* THE PROBLEM: Read the data and repeat it in full, exactly.

[Start of section]

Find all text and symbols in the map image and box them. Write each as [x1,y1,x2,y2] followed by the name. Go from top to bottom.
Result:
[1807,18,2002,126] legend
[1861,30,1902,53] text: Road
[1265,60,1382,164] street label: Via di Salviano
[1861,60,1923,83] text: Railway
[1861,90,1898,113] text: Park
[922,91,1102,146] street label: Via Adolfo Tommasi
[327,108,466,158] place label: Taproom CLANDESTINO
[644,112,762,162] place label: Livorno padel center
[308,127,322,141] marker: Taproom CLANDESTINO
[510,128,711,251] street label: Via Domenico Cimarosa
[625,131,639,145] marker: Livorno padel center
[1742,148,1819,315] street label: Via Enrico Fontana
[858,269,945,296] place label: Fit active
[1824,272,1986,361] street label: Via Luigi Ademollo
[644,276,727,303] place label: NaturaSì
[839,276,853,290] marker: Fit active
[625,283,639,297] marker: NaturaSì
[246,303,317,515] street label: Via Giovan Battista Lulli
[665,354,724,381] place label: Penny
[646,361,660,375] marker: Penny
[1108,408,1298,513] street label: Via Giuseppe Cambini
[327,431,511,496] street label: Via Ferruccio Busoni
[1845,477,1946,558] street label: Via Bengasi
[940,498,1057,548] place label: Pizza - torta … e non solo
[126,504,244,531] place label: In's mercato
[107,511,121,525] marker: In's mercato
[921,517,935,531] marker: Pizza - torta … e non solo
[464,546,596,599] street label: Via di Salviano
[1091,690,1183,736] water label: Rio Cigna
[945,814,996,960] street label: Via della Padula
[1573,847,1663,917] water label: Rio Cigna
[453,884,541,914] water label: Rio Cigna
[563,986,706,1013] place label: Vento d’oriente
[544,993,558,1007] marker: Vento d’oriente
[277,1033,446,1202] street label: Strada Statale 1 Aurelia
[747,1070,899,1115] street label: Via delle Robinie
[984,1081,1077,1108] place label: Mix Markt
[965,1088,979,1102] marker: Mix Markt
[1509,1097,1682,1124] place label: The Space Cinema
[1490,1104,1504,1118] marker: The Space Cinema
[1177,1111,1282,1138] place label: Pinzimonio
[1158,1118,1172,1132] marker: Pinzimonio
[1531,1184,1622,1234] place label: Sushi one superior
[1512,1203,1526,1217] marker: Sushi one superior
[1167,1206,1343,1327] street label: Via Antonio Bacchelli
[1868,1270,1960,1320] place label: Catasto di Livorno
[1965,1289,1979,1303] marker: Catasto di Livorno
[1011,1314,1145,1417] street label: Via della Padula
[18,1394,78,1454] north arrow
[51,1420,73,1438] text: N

[End of section]

* ANSWER:
Find all text and symbols in the map image and box them. Write each as [x1,y1,x2,y2] followed by the name. Go from top to bottom.
Result:
[1807,18,2002,126] legend
[1861,30,1902,53] text: Road
[1265,60,1382,164] street label: Via di Salviano
[1861,60,1923,83] text: Railway
[1861,90,1898,113] text: Park
[922,91,1102,146] street label: Via Adolfo Tommasi
[327,108,466,158] place label: Taproom CLANDESTINO
[644,112,762,162] place label: Livorno padel center
[308,127,322,141] marker: Taproom CLANDESTINO
[510,128,711,251] street label: Via Domenico Cimarosa
[625,131,639,145] marker: Livorno padel center
[1742,148,1819,315] street label: Via Enrico Fontana
[858,269,945,296] place label: Fit active
[1824,272,1986,361] street label: Via Luigi Ademollo
[644,276,727,303] place label: NaturaSì
[839,276,853,290] marker: Fit active
[625,283,639,297] marker: NaturaSì
[246,303,317,515] street label: Via Giovan Battista Lulli
[665,354,724,381] place label: Penny
[646,361,660,375] marker: Penny
[1108,408,1298,513] street label: Via Giuseppe Cambini
[327,431,511,496] street label: Via Ferruccio Busoni
[1845,477,1946,558] street label: Via Bengasi
[940,498,1057,548] place label: Pizza - torta … e non solo
[126,504,244,531] place label: In's mercato
[107,511,121,525] marker: In's mercato
[921,517,935,531] marker: Pizza - torta … e non solo
[464,546,596,599] street label: Via di Salviano
[1091,690,1183,736] water label: Rio Cigna
[945,814,996,960] street label: Via della Padula
[1573,847,1663,917] water label: Rio Cigna
[453,884,541,914] water label: Rio Cigna
[563,986,706,1013] place label: Vento d’oriente
[544,993,558,1007] marker: Vento d’oriente
[277,1033,446,1202] street label: Strada Statale 1 Aurelia
[747,1070,899,1115] street label: Via delle Robinie
[984,1081,1077,1108] place label: Mix Markt
[965,1088,979,1102] marker: Mix Markt
[1509,1097,1682,1124] place label: The Space Cinema
[1490,1104,1504,1118] marker: The Space Cinema
[1177,1111,1282,1138] place label: Pinzimonio
[1158,1118,1172,1132] marker: Pinzimonio
[1531,1184,1622,1234] place label: Sushi one superior
[1512,1203,1526,1217] marker: Sushi one superior
[1167,1206,1343,1327] street label: Via Antonio Bacchelli
[1868,1270,1960,1320] place label: Catasto di Livorno
[1965,1289,1979,1303] marker: Catasto di Livorno
[1011,1314,1145,1417] street label: Via della Padula
[18,1394,78,1454] north arrow
[51,1420,73,1438] text: N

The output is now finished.